Without roaring, without thinking, with a rhythm dictated solely by his blood. His knuckles were maces. His heels, blades. His chest absorbed blows as if inhaling them. Every time a claw tore into his flesh, another part of his body responded with more pressure, more violence.
He broke a spine with his jaw. He stomped on a head until it split in two. He spun on his own axis and rammed an enemy torso with his back, breaking it from within.
When the last being fell, Sebastián was covered in blood. But he was not panting. The heart of thorns beat with constancy, without urgency. The beast watched him. The turtle did not move.
The ground swallowed the blood slowly. As if the mountain recognized the worth of the offering. Sebastián said nothing. He only bent down, picked up a fragment of enemy rib, and used it to mark a cross on the rock. A trace. A testimony. The march continued.
The journey was punishment, but also communion. Each day they advanced, each night they slept under the hunched gaze of mountains that seemed to watch them from millennia past. And each battle —for there were always battles— was more brutal, longer, purer.
But Sebastián did not wield weapons. He used no tools. He pronounced no names. He only struck. He only survived.
And his body —thicker, harder, quieter— began to understand something words could not translate: that it was not the world that had to respect him, but his flesh that had to merge with the world, until both were the same. A single function. A walking rift.
The walking rift… does not stop. Not because it has a destination. But because stopping would mean remembering who he was.
The Bloody Mountains rose on each side like open jaws. They were not just rocks. They were compressed stories. Hills rising like scars. Walls covered in blood salt. Caverns whispering with voices no language could translate.
Sebastián did not speak. Did not think. He only walked.
The heart of thorns marked the pace. One beat for every meter. One rumble for every hill. The soles of his feet no longer felt the stone: they absorbed it. They understood it. They read its shape before stepping, as if the body had learned to negotiate with the edge.
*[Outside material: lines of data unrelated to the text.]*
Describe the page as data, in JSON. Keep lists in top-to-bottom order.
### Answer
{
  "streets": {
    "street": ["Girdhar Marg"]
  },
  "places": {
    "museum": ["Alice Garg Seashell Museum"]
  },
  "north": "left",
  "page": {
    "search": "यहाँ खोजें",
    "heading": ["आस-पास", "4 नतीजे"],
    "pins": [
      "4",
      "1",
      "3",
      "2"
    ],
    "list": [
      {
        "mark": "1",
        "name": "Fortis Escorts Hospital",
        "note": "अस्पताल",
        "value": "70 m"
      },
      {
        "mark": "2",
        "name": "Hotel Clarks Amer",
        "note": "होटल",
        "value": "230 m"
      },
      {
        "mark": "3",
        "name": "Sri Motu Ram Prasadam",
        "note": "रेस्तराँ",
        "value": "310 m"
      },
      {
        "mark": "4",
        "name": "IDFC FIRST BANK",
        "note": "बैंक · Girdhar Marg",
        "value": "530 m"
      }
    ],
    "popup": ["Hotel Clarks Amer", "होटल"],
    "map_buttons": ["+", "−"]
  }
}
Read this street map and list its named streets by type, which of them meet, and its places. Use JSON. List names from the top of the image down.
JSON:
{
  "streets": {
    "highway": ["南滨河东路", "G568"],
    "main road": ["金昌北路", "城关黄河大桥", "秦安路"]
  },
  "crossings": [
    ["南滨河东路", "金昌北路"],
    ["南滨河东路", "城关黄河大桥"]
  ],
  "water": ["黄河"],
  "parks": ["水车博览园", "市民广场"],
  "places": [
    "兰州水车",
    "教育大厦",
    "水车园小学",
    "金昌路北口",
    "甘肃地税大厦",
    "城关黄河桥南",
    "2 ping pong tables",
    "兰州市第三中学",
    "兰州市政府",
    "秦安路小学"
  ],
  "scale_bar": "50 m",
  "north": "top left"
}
They crossed three ravines.
The first exhaled a red vapor that did not burn, but burned. Not on the skin, but in the muscles, which trembled under the air as if remembering every time they had been torn. Sebastián walked through it. He did not cover his face. He did not blink.
His eyes burned. His eyelashes encrusted. And he went on.
The second ravine was of living rock. Not because it was hot. But because it pulsed. Every stone throbbed, every wall had its own rhythm.
There, the turtle stopped. Bowed its head. As if greeting an old relative.
Sebastián, however, climbed it. Not with force. With method.
His fingers sank roots into cracks. His feet clawed the mineral until forming steps. And when he reached the top, he did not celebrate. He only spat blood and descended the other side.
The third ravine was sown with corpses. Fossilized. Beasts, humanoids, reptiles. Some trapped in the act of fighting. Others embracing their own shadow.
Sebastián looked at them. One by one. Not with compassion. With study.
He saw a four-armed body covered in black spines. He tore out a bone. Long, curved. He brought it to his mouth.
Not to use it. To test it.
He chewed it. The taste was of rust and despair. He swallowed it.
His body did not reject the substance. It assimilated it. And then they went on. The days were no longer counted by the sun. The oxidized glow never changed.
What did change was the texture of the wind. The sound beneath the earth. The thickness of the shadow.
For two journeys, he did not eat. Did not drink. The beast hunted a creature with an anvil head and liquid legs. It devoured it without sharing.
Sebastián did not ask. Nor did he feel offended.
The turtle licked the stone. And he…
…he fell.
Not from fainting. From accumulated gravity. From a body that demands friction against the ground to once again feel direction.
There, in that red dust, he did something new: he began to swallow earth.
Not from hunger. From necessity. As if he needed to digest the world to no longer fear it.
He bit small stones. Crushed them. His gums bled. His teeth cracked. And still, he swallowed.
The body did not tremble. It adapted.
Hours later, when he rose again, his sight had changed. His pupils had contracted. Colors were no longer colors. They were signals.
A blue shadow meant moisture. A purple shadow… meant death nearby.
That was his new map.
Further on, from a cliff, flying creatures descended. Like blades with wings. They screeched without throat.
There were ten. Then twenty.
He did not dodge. He did not fight immediately.
He waited.
He let them approach. Surround him. Believe they had captured him.
And then…
He loosened his torso. Flexed his legs. And spun with an explosion of twisted muscles.
The air exploded. Bodies split without direct contact. Wings rolled like leaves torn by a gale. And the blood… rained.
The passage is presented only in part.